## Assignment
What is the number of lines in the entries that contain the word "Карла"? Answer with that figure alone.
--- Extracted records Enclosed Below ---
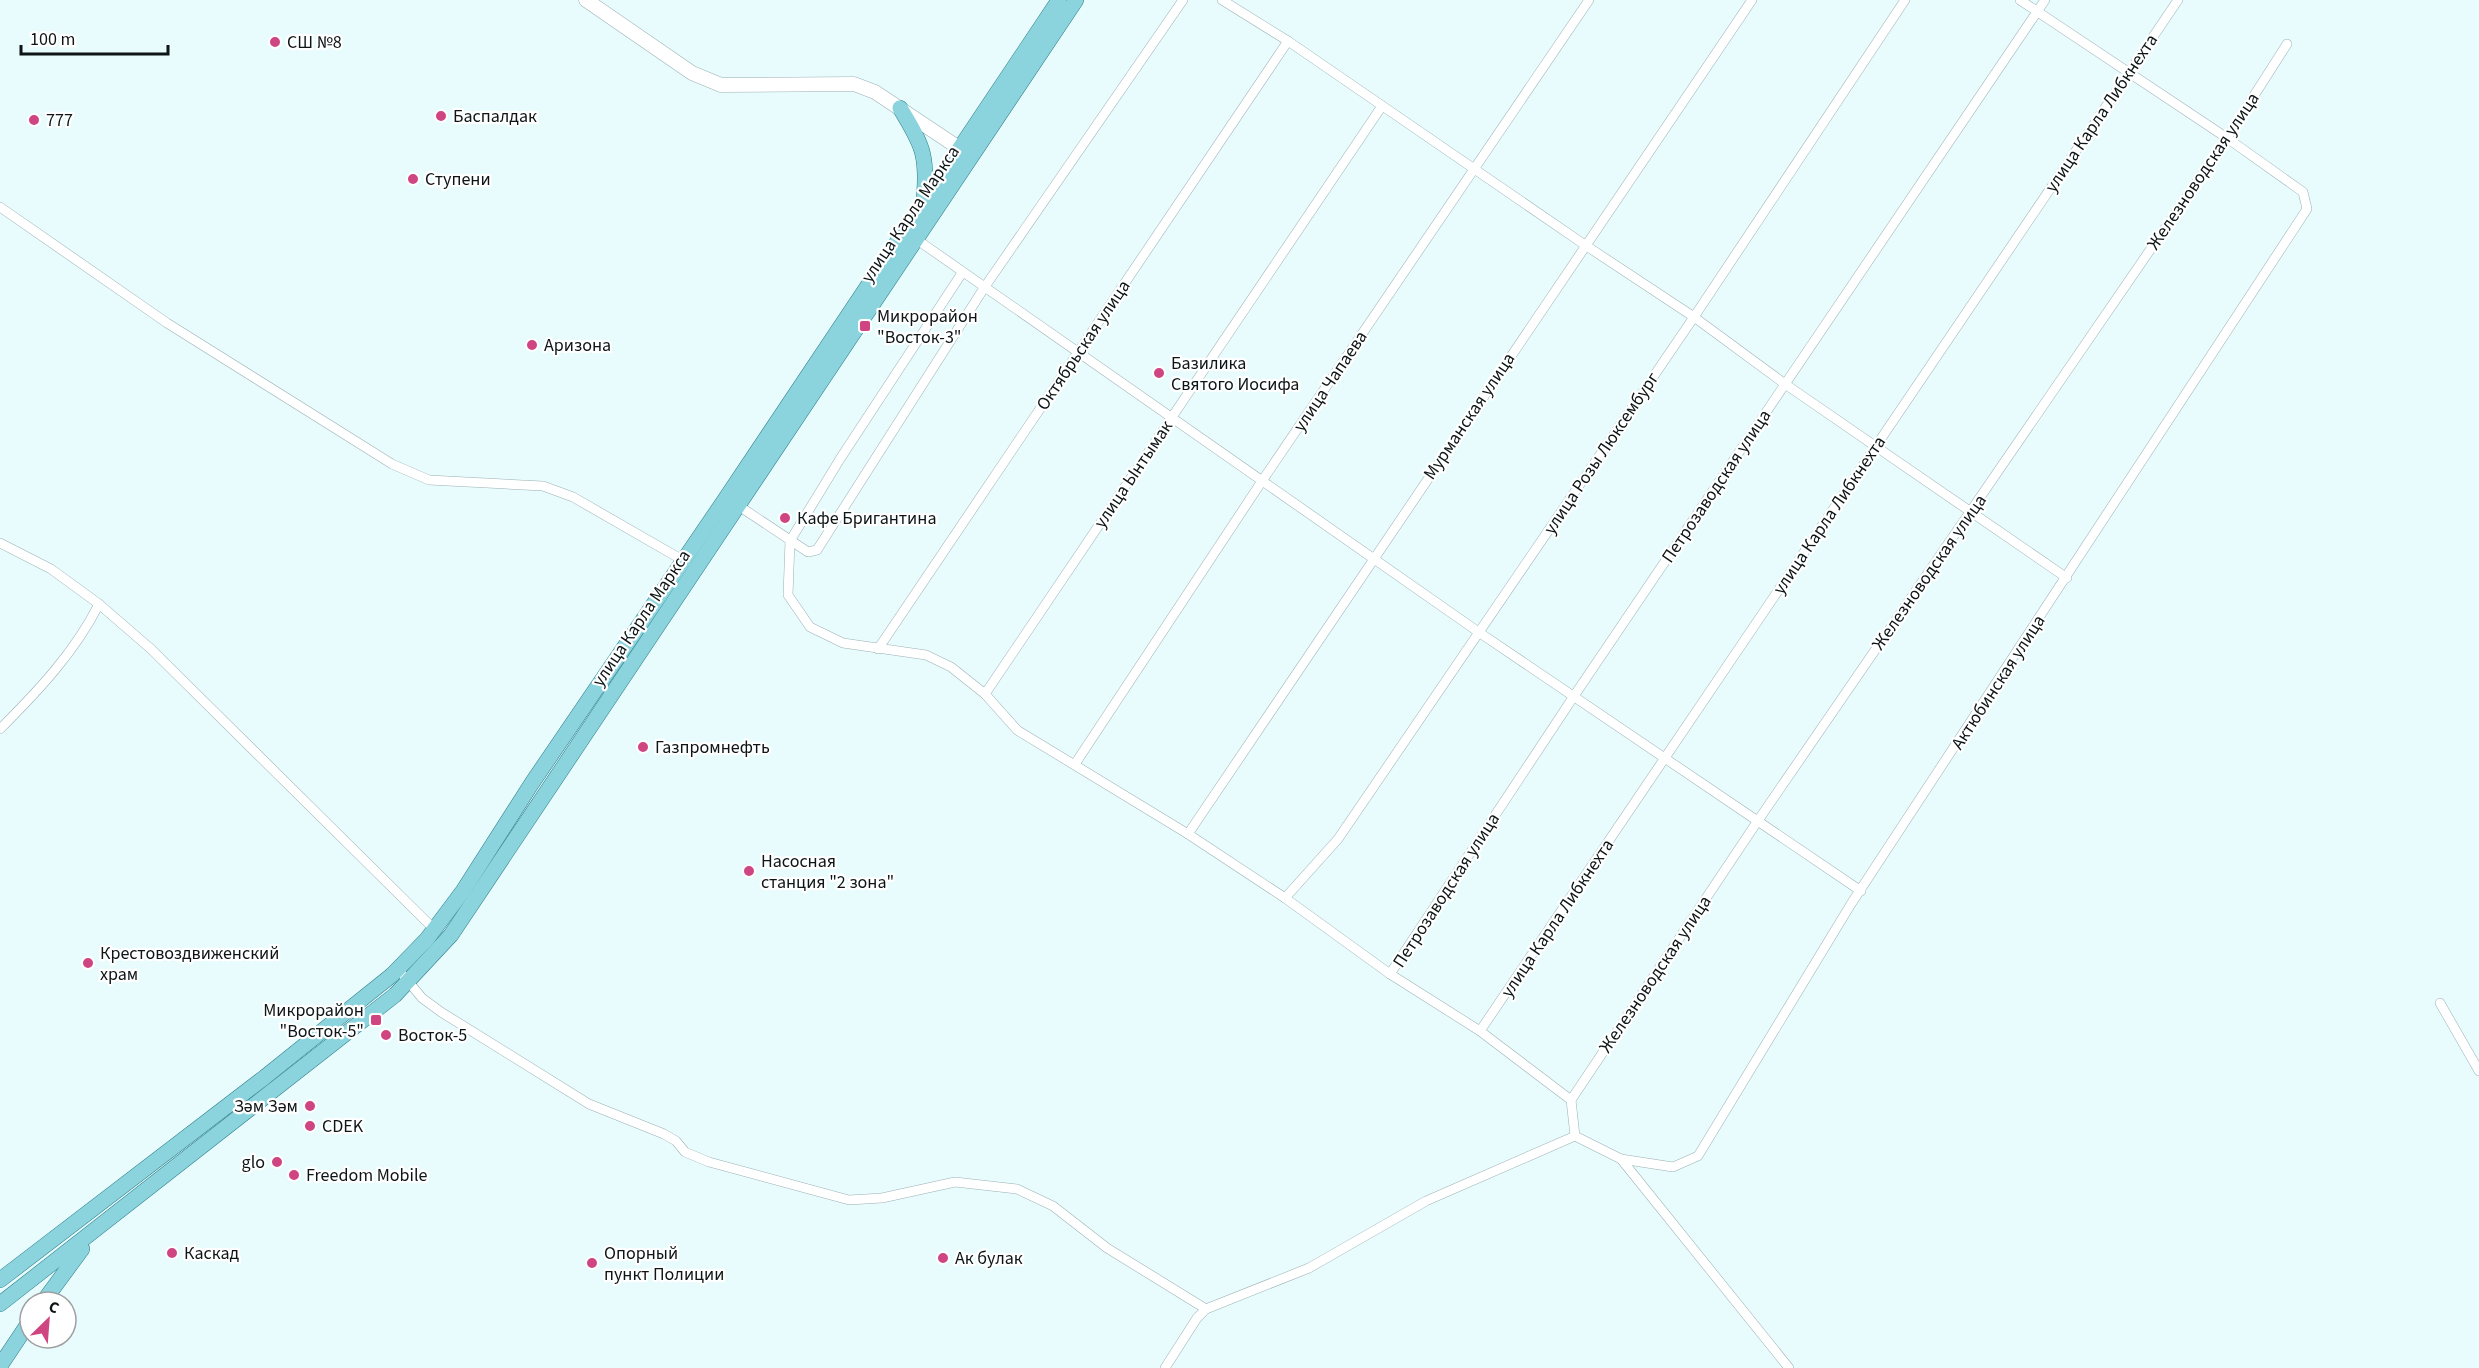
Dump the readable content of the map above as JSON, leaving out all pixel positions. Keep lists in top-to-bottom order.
{
  "streets": {
    "main road": ["улица Карла Маркса"],
    "street": [
      "улица Карла Либкнехта",
      "Железноводская улица",
      "Октябрьская улица",
      "улица Чапаева",
      "Мурманская улица",
      "улица Розы Люксембург",
      "улица Ынтымак",
      "Петрозаводская улица",
      "Актюбинская улица"
    ]
  },
  "crossings": [
    ["Железноводская улица", "Актюбинская улица"]
  ],
  "places": {
    "other": [
      "СШ №8",
      "Баспалдак",
      "777",
      "Ступени",
      "Аризона",
      "Базилика Святого Иосифа",
      "Кафе Бригантина",
      "Газпромнефть",
      "Насосная станция \"2 зона\"",
      "Крестовоздвиженский храм",
      "Восток-5",
      "Зәм Зәм",
      "CDEK",
      "glo",
      "Freedom Mobile",
      "Каскад",
      "Ак булак",
      "Опорный пункт Полиции"
    ],
    "transit": ["Микрорайон \"Восток-3\"", "Микрорайон \"Восток-5\""]
  },
  "scale_bar": "100 m",
  "north": "top right"
}
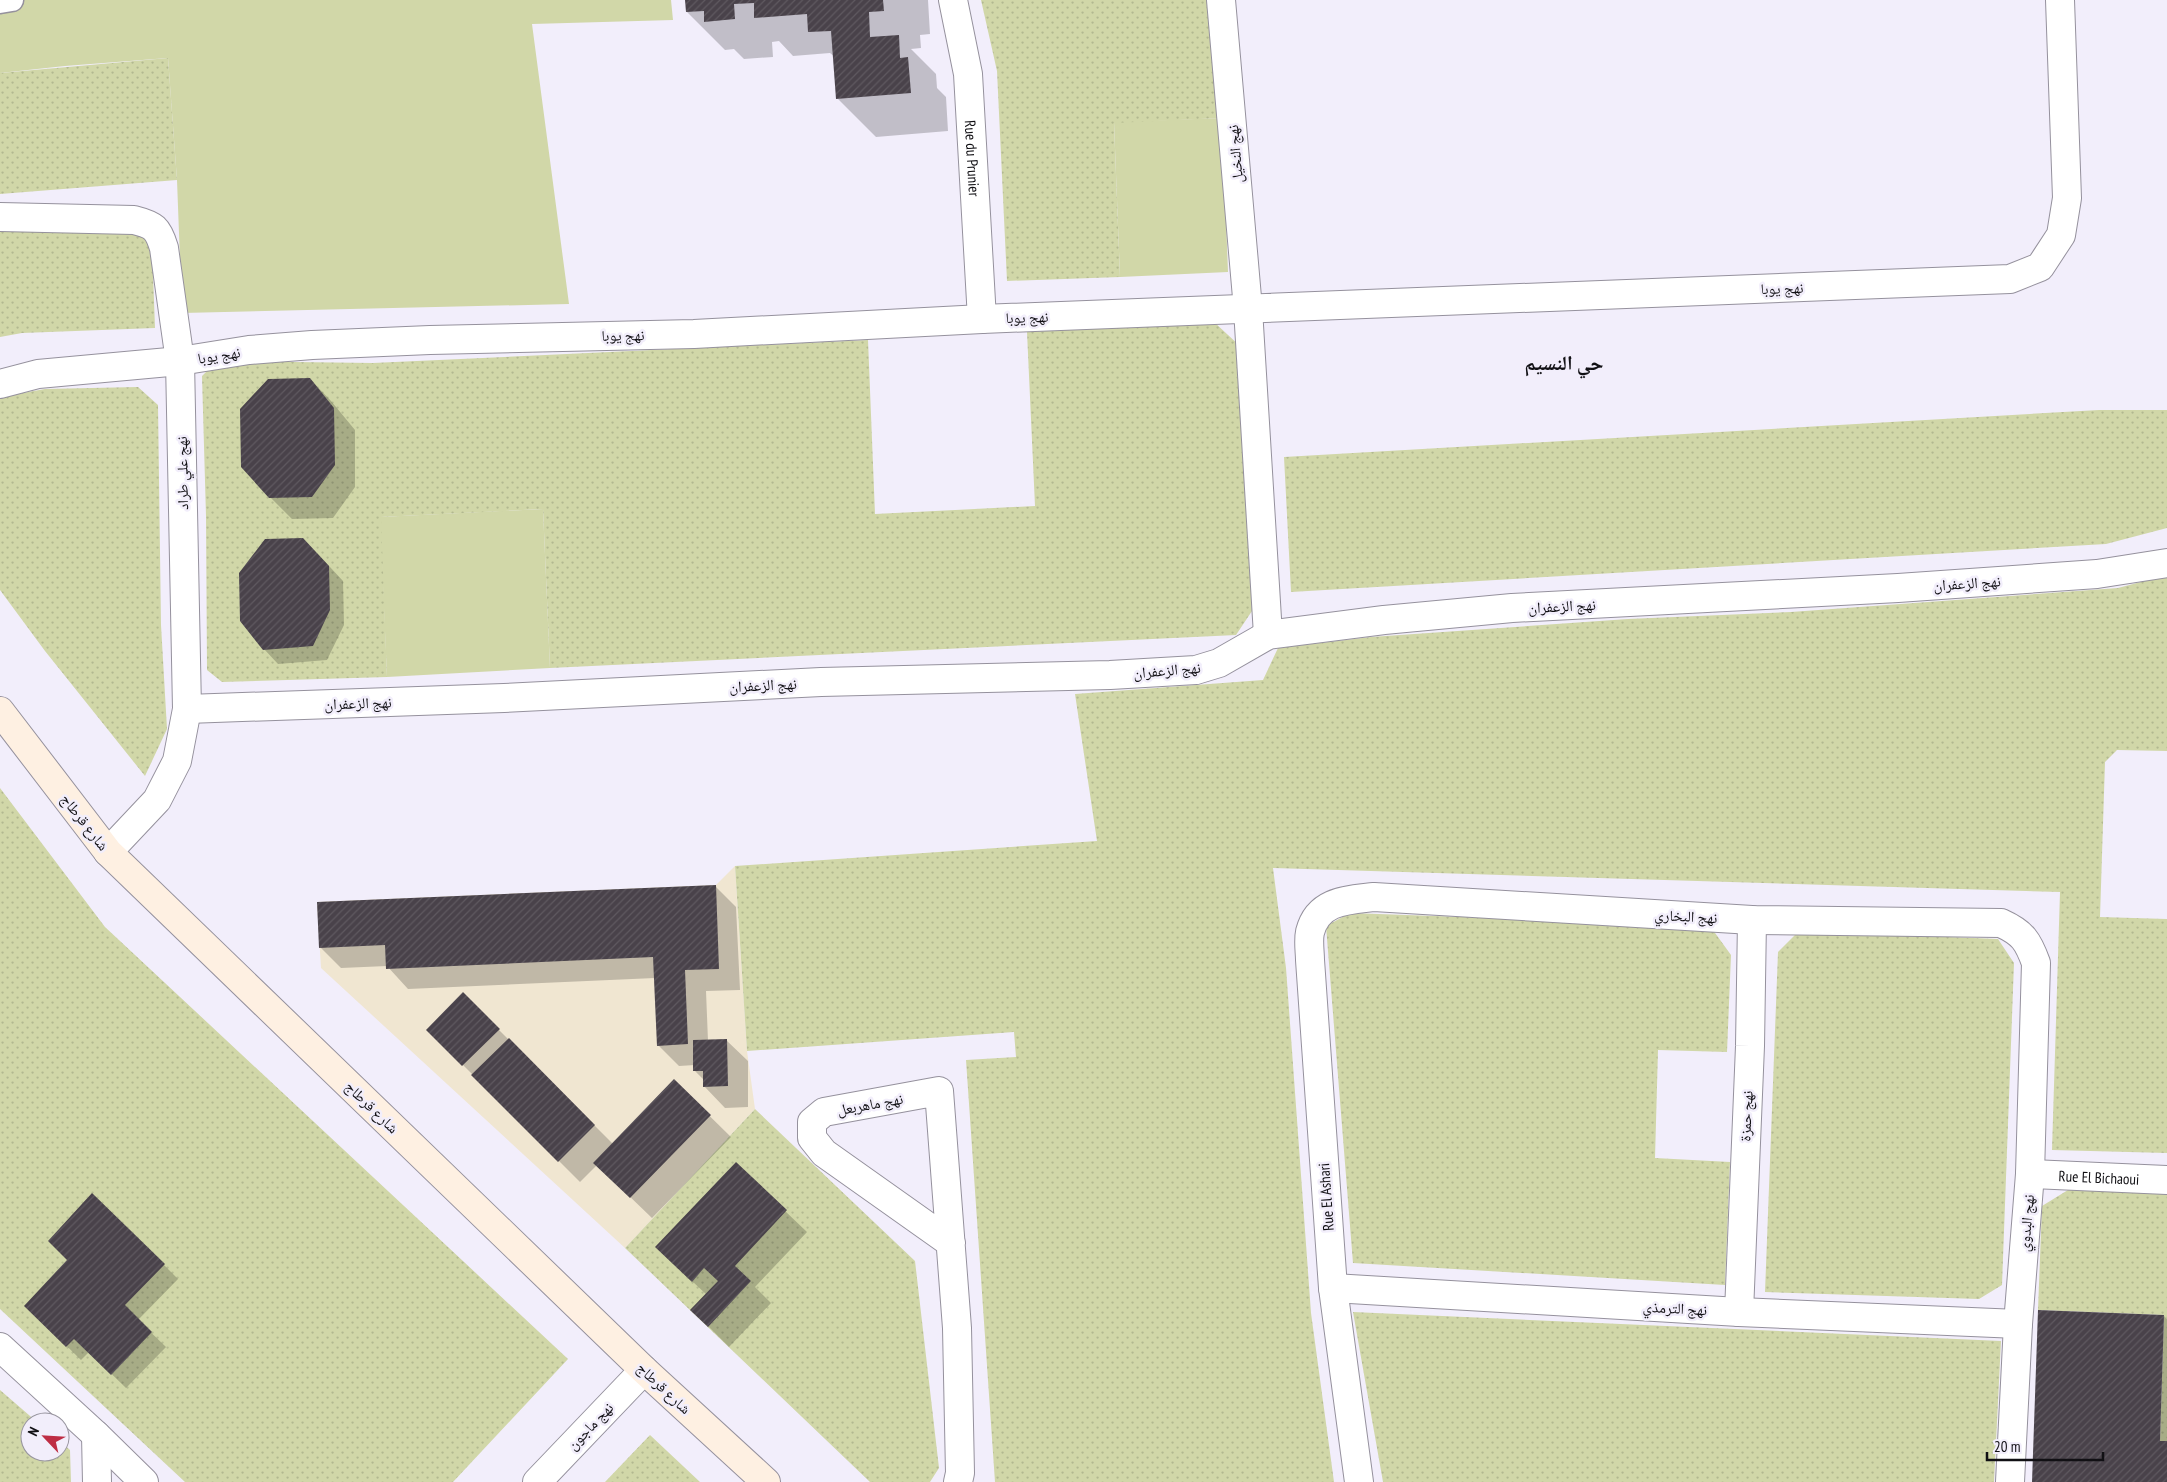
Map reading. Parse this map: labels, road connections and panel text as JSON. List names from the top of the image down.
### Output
{
  "streets": {
    "street": [
      "نهج النخيل",
      "Rue du Prunier",
      "نهج يوبا",
      "نهج علي طراد",
      "نهج الزعفران",
      "شارع قرطاج",
      "نهج البخاري",
      "نهج ماهربعل",
      "نهج حمزة",
      "Rue El Bichaoui",
      "Rue El Ashari",
      "نهج البدوي",
      "نهج الترمذي",
      "نهج ماجون"
    ]
  },
  "crossings": [
    ["نهج النخيل", "نهج يوبا"],
    ["Rue du Prunier", "نهج يوبا"],
    ["نهج يوبا", "نهج علي طراد"],
    ["نهج علي طراد", "نهج الزعفران"],
    ["نهج علي طراد", "شارع قرطاج"],
    ["شارع قرطاج", "نهج ماجون"],
    ["نهج البخاري", "نهج حمزة"],
    ["نهج البخاري", "Rue El Ashari"],
    ["نهج البخاري", "نهج البدوي"],
    ["نهج حمزة", "نهج الترمذي"],
    ["Rue El Bichaoui", "نهج البدوي"],
    ["Rue El Ashari", "نهج الترمذي"],
    ["نهج البدوي", "نهج الترمذي"]
  ],
  "districts": ["حي النسيم"],
  "scale_bar": "20 m",
  "north": "top left"
}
--- End of Enclosed Extracted records ---
## Solved exercise
2